“That sounds suspiciously like fate,” Doreen replied, arching an eyebrow.
“Maybe it is.” Sorcha took a sip of her tea, watching Doreen over the rim. “Would that be so terrible? To let something good happen without questioning it to death first?”
The fire popped and hissed, sending up a shower of sparks as Doreen considered this. Bash twitched in his sleep, paws moving as if chasing dream squirrels. Outside the window, snow had begun to fall again, large flakes drifting past the glass in lazy spirals, turning the world beyond into a soft, white blur. So comforting. So cozy.
Yet Doreen felt nothing but confusion.
“I’m scared, Sorcha,” Doreen admitted, her voice barely audible over the crackling fire. “I don’t want to repeat the heartbreak of my past. I don’t know if I trust my own judgment anymore.” The confession felt raw, exposed, like peeling back a bandage from a wound that hadn’t fully healed.
Sorcha reached across the space between them, her hand finding Doreen’s. “There’s nothing wrong with that. There’s nothing wrong with you. You’re being careful because you’ve been hurt. You’ve learned to protect yourself.”
Doreen’s throat tightened with emotion. She squeezed Sorcha’s hand, unable to speak for a moment. The words sank in slowly, touching places inside her she kept carefully hidden.
“Don’t close the door before you give yourself a chance to open it,” Sorcha added softly.

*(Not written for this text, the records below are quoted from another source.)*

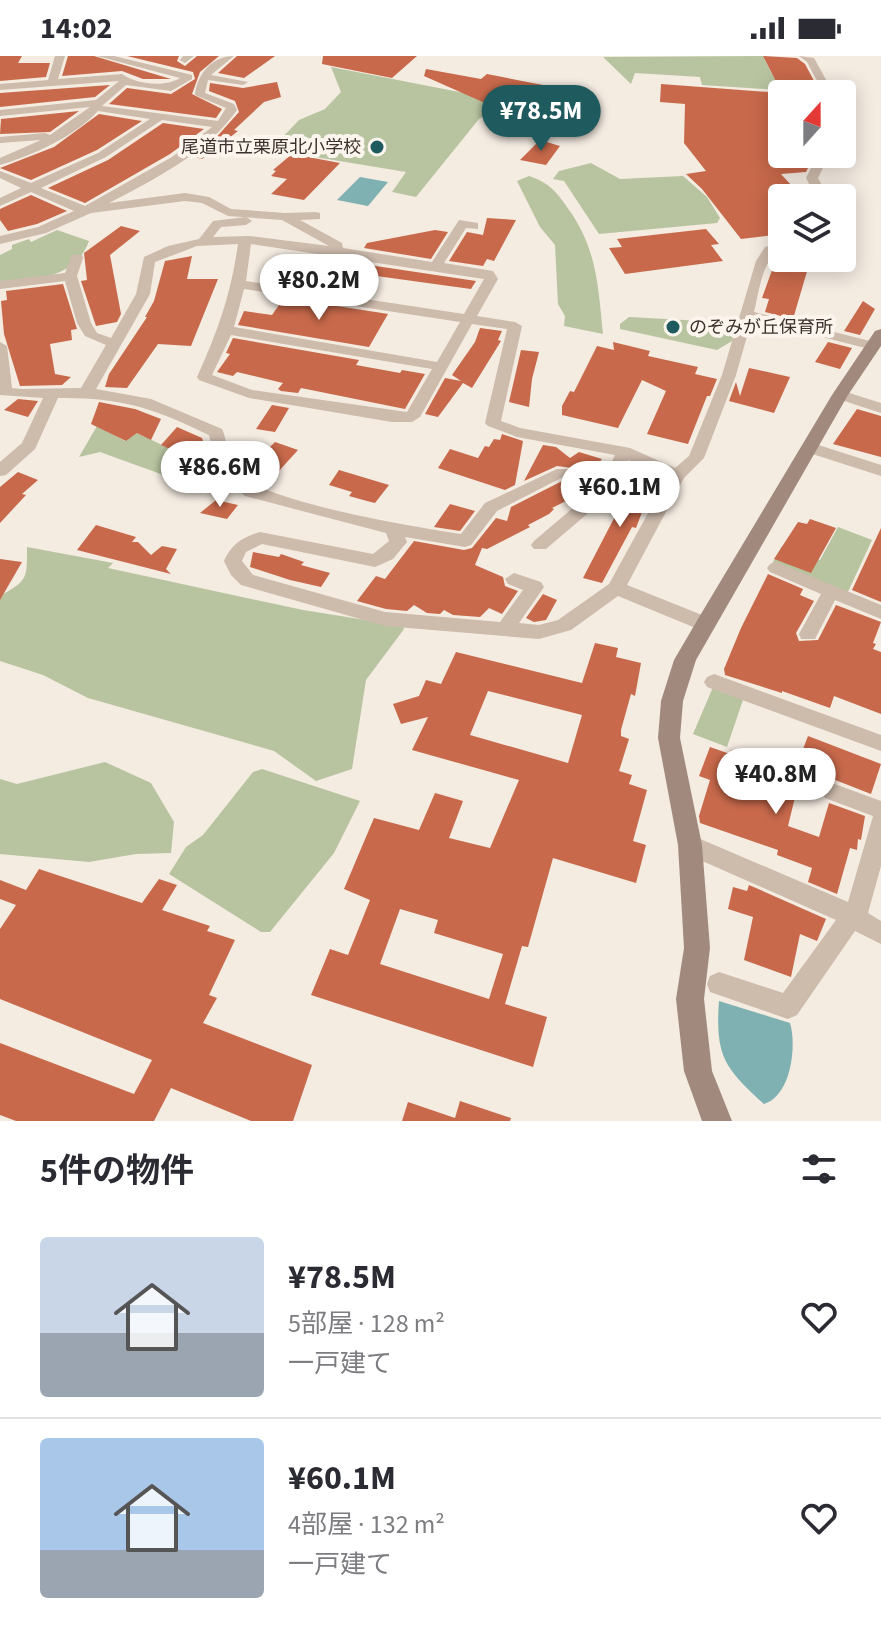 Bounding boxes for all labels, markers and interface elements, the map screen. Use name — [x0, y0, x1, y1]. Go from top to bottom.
text: 14:02 — [40, 7, 112, 50]
north arrow — [768, 80, 856, 168]
map controls — [768, 80, 856, 272]
pin: ¥78.5M — [476, 85, 606, 153]
text: ¥78.5M — [500, 92, 582, 129]
place label: 尾道市立栗原北小学校 — [181, 135, 361, 160]
marker: 尾道市立栗原北小学校 — [368, 138, 386, 156]
button: layers — [768, 184, 856, 272]
pin: ¥80.2M — [254, 254, 384, 322]
text: ¥80.2M — [278, 261, 360, 298]
place label: のぞみが丘保育所 — [689, 315, 833, 340]
marker: のぞみが丘保育所 — [664, 318, 682, 336]
pin: ¥86.6M — [155, 441, 285, 509]
text: ¥86.6M — [179, 448, 261, 485]
pin: ¥60.1M — [555, 461, 685, 529]
text: ¥60.1M — [579, 468, 661, 505]
pin: ¥40.8M — [711, 748, 841, 816]
text: ¥40.8M — [735, 755, 817, 792]
text: 5件の物件 — [40, 1147, 194, 1196]
icon: filters — [797, 1147, 841, 1191]
text: ¥78.5M — [288, 1253, 396, 1302]
icon: home — [104, 1269, 200, 1365]
icon: heart — [797, 1295, 841, 1339]
text: 5部屋 · 128 m² — [288, 1305, 445, 1342]
text: 一戸建て — [288, 1345, 392, 1382]
text: ¥60.1M — [288, 1454, 396, 1503]
icon: home — [104, 1470, 200, 1566]
icon: heart — [797, 1496, 841, 1540]
text: 4部屋 · 132 m² — [288, 1506, 445, 1543]
text: 一戸建て — [288, 1546, 392, 1583]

Tears pricked at the corners of Doreen’s eyes, hot and unexpected. She blinked them back, swallowing hard against the lump in her throat. Sorcha’s words echoed inside her, resonating with something that had been quietly growing since that first moment James had looked at her in the snowy parking lot. A look that had given her hope.
Could she trust this feeling? This quiet, persistent unfurling in her chest whenever she thought of him?
Sorcha released her hand, reaching for her tea again. She rested her other hand briefly, unconsciously, on her stomach before taking a sip. The gesture was so quick, so natural that Doreen almost missed it.
Almost.
Her eyes narrowed slightly, taking in Sorcha’s glowing skin, the herbal tea instead of coffee, and Christopher’s protective touches. A suspicion bloomed in her mind, unexpected and incredulous, but she pushed it aside. Surely Sorcha would have told her if…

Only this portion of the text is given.